• Brief
Only the lines that hold the word "الارتفاع" are wanted from this listing.

• Records for the task

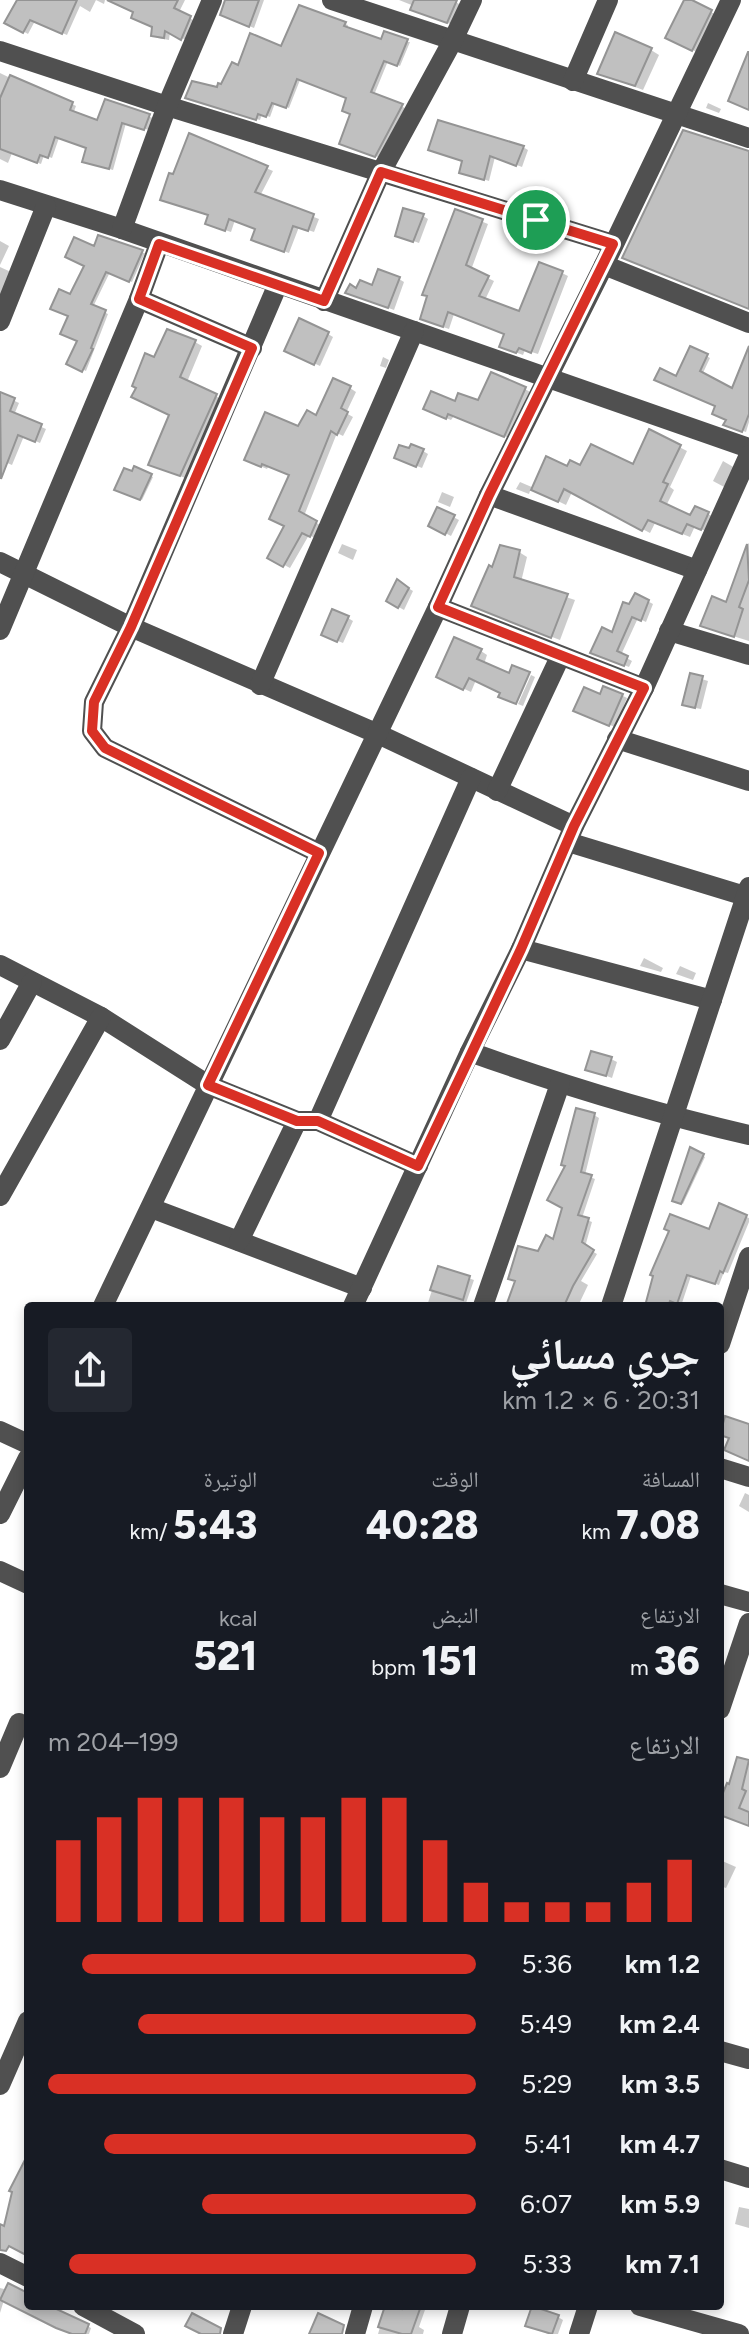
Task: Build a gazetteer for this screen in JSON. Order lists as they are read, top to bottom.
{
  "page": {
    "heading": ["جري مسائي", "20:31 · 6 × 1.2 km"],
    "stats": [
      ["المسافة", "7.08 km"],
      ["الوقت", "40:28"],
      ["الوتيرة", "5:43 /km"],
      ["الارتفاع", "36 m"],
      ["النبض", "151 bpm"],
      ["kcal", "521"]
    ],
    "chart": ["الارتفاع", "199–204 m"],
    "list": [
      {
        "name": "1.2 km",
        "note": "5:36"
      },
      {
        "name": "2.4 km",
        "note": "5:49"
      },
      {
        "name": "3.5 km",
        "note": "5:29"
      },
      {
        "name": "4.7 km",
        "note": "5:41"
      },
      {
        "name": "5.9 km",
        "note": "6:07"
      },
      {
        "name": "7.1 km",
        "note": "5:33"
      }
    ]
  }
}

• Result of the task
      ["الارتفاع", "36 m"],
    "chart": ["الارتفاع", "199–204 m"],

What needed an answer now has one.